[Stored items]
---------------
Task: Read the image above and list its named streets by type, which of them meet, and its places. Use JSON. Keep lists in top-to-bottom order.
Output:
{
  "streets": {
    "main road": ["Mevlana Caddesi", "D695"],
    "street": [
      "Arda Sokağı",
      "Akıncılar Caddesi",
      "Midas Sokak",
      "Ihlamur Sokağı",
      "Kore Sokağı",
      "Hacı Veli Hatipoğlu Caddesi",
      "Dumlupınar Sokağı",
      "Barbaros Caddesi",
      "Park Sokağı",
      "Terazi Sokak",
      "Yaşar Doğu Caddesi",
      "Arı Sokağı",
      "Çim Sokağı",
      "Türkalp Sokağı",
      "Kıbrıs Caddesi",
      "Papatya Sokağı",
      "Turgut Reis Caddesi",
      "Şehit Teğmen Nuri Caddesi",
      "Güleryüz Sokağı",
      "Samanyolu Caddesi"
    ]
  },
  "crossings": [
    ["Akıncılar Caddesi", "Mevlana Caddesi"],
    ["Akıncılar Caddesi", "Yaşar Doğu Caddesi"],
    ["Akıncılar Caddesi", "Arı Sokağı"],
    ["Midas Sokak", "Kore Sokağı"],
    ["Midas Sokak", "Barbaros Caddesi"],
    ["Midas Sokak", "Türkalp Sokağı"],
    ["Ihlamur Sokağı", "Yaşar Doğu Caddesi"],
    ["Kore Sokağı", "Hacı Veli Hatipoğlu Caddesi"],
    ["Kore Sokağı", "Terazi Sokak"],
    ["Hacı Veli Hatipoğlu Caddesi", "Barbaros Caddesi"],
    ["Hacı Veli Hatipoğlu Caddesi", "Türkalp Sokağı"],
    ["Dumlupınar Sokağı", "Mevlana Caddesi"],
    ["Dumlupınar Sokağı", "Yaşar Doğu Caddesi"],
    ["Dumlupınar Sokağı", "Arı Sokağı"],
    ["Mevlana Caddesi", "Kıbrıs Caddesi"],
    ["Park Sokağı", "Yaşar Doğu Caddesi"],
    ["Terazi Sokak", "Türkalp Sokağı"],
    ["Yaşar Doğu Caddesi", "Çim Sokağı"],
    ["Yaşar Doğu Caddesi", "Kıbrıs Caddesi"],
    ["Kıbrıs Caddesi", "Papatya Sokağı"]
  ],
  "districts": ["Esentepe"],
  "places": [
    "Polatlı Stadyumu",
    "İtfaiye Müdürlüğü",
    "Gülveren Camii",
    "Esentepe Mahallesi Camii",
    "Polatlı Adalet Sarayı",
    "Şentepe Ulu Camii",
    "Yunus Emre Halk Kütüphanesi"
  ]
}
---------------
▶ **WHAT THE TASK REQUIRES**
Filter the data down to the lines that contain the string "Park", and copy them.

▶ **WRITTEN ANSWER**
      "Park Sokağı",
    ["Park Sokağı", "Yaşar Doğu Caddesi"],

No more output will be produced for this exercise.